* Task goal: Return each line of the entries that holds the string "after".
[[ Extracted entries, beginning ]]
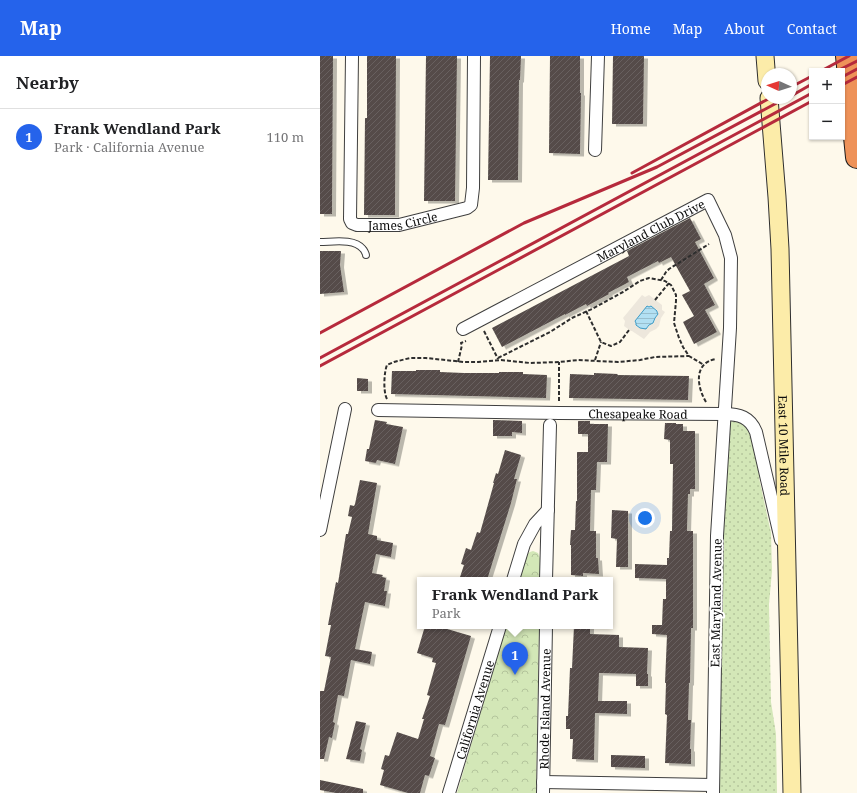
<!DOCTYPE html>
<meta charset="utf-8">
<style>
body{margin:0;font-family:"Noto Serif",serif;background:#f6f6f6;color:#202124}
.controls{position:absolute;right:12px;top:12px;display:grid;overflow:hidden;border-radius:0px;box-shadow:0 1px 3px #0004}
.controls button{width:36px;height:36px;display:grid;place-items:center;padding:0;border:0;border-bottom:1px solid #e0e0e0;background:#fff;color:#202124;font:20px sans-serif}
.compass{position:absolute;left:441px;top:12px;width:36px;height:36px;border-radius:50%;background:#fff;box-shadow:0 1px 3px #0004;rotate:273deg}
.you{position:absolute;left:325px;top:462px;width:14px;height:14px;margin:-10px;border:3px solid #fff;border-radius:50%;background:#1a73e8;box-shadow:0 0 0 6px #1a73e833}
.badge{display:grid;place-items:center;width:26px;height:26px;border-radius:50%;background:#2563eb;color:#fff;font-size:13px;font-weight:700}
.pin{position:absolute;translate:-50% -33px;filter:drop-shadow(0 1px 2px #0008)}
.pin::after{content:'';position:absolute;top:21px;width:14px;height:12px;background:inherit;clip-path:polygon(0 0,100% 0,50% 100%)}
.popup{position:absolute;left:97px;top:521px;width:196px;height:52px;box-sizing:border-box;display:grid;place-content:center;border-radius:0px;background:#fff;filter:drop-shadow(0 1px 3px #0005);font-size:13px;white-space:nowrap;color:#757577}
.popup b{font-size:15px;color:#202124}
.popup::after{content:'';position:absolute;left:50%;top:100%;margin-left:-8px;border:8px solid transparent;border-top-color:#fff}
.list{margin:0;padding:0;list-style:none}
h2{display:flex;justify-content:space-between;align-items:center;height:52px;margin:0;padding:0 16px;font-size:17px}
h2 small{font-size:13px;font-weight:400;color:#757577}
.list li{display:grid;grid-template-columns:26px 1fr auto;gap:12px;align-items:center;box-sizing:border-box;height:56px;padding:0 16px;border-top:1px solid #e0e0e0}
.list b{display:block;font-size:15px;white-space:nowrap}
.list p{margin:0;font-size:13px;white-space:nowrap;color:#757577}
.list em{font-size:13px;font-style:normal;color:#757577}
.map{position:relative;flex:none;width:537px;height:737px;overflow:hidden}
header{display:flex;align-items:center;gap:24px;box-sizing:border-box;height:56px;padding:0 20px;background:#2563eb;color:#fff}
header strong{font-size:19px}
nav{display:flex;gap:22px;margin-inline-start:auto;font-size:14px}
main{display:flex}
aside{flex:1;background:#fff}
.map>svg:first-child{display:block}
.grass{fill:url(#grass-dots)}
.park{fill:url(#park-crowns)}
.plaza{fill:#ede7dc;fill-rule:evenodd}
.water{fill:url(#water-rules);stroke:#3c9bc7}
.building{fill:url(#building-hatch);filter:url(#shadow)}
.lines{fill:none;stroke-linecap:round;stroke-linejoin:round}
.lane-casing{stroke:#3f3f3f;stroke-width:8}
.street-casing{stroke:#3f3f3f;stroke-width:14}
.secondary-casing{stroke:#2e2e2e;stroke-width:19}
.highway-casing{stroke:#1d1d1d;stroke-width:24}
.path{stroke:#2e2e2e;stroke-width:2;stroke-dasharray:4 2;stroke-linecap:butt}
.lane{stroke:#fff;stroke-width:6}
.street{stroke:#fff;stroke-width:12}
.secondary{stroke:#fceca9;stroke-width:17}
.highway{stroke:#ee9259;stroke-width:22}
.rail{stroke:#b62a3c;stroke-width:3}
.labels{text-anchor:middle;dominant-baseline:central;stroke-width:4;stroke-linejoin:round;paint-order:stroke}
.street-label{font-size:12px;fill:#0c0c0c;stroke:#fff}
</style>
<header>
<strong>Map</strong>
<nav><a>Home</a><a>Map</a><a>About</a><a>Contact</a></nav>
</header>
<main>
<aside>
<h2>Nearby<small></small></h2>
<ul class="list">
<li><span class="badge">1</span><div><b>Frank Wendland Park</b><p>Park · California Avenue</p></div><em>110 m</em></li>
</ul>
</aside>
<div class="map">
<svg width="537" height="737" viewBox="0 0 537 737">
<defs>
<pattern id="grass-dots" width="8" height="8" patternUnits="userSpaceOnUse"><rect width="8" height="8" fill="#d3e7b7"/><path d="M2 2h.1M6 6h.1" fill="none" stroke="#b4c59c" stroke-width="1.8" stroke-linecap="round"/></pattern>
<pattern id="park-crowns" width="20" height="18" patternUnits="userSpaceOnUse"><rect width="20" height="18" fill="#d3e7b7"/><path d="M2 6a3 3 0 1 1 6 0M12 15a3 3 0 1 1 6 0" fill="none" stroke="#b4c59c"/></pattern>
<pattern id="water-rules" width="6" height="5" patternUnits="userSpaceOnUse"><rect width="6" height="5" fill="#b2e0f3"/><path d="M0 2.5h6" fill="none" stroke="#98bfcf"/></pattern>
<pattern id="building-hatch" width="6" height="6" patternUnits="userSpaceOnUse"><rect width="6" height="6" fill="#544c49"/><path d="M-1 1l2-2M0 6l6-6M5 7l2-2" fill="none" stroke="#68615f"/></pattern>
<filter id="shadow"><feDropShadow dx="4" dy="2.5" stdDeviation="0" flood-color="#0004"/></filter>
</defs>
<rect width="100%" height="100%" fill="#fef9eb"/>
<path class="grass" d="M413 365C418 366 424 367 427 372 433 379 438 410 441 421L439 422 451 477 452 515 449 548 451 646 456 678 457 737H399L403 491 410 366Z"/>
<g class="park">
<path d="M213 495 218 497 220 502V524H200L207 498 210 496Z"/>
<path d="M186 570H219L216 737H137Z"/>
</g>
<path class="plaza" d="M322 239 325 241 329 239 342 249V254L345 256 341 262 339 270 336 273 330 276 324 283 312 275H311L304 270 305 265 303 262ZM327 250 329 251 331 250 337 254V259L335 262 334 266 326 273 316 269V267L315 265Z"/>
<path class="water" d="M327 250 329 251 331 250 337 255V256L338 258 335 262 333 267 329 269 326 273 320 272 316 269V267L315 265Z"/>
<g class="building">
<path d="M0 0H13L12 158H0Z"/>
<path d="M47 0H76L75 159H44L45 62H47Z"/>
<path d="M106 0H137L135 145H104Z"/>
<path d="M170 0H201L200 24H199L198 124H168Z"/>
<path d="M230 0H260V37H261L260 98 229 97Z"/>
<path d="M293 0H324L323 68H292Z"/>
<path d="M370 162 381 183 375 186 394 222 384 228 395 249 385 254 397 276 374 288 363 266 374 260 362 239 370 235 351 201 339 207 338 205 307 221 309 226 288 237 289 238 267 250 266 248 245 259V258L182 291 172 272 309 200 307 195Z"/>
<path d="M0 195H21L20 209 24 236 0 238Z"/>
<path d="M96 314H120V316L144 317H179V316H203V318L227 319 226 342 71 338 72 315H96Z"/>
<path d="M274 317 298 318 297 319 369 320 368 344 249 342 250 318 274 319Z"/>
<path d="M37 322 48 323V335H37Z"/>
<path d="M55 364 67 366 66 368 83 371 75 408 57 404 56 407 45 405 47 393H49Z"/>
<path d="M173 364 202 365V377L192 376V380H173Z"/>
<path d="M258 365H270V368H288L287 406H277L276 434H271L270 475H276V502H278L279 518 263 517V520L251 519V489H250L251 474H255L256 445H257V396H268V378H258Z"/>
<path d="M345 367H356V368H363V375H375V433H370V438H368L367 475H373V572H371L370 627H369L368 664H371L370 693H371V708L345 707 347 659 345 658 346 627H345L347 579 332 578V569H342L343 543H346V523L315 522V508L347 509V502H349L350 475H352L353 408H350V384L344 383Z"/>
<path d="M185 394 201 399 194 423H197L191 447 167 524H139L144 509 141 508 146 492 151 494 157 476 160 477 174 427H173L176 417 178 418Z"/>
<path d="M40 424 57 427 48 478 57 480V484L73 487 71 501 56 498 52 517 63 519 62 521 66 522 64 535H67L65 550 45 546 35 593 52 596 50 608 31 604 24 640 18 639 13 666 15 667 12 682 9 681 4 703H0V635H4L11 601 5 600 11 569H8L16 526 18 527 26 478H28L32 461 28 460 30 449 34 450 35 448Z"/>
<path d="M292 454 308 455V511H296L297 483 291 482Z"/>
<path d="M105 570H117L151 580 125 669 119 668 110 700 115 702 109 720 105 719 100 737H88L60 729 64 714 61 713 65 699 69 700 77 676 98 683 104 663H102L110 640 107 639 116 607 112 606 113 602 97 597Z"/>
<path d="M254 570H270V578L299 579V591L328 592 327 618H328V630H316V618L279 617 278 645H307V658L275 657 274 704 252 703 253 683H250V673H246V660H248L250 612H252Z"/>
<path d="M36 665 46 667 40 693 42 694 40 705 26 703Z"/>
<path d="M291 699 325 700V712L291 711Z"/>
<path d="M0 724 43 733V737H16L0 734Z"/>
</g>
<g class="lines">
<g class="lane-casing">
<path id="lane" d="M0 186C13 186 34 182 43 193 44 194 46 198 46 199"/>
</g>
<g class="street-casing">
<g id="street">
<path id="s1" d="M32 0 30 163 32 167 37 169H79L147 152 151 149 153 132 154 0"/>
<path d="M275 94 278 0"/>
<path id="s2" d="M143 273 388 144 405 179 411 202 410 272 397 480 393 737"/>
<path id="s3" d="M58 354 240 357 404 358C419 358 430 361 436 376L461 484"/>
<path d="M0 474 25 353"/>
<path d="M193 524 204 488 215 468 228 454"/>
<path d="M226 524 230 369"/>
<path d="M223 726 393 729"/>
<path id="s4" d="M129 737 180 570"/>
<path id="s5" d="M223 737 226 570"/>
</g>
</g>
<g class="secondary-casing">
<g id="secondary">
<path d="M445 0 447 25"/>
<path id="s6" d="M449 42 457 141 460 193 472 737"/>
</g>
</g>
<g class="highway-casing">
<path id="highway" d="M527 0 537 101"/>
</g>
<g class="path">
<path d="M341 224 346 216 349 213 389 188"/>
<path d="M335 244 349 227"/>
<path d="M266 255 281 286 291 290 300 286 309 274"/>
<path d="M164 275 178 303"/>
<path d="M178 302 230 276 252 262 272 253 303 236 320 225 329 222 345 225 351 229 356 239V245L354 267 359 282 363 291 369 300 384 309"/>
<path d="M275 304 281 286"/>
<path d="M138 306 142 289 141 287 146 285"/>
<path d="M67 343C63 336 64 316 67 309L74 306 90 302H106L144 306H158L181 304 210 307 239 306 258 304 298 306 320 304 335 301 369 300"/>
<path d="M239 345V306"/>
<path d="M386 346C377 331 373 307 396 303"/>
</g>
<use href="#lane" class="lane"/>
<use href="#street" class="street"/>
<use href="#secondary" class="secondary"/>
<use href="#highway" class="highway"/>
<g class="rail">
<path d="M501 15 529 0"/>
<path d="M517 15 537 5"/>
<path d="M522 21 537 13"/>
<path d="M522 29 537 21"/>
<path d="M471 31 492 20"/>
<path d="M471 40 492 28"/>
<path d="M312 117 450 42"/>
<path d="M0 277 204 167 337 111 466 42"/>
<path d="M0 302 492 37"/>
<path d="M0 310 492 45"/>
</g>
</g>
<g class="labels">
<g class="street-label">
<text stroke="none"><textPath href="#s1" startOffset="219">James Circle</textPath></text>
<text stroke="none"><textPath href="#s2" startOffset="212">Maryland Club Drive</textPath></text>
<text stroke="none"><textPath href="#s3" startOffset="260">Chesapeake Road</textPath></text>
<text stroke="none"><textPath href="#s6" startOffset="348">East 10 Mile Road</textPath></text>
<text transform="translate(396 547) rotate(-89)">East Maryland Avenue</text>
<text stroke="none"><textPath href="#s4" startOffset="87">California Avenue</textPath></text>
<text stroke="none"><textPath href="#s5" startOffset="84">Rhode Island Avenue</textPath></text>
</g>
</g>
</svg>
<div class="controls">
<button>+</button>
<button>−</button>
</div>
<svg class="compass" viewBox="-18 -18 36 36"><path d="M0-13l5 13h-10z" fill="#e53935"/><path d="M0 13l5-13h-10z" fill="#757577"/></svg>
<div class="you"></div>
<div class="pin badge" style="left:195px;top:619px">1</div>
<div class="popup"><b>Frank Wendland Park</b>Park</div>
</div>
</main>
[[ Extracted entries, end ]]
* Written response:
.pin::after{content:'';position:absolute;top:21px;width:14px;height:12px;background:inherit;clip-path:polygon(0 0,100% 0,50% 100%)}
.popup::after{content:'';position:absolute;left:50%;top:100%;margin-left:-8px;border:8px solid transparent;border-top-color:#fff}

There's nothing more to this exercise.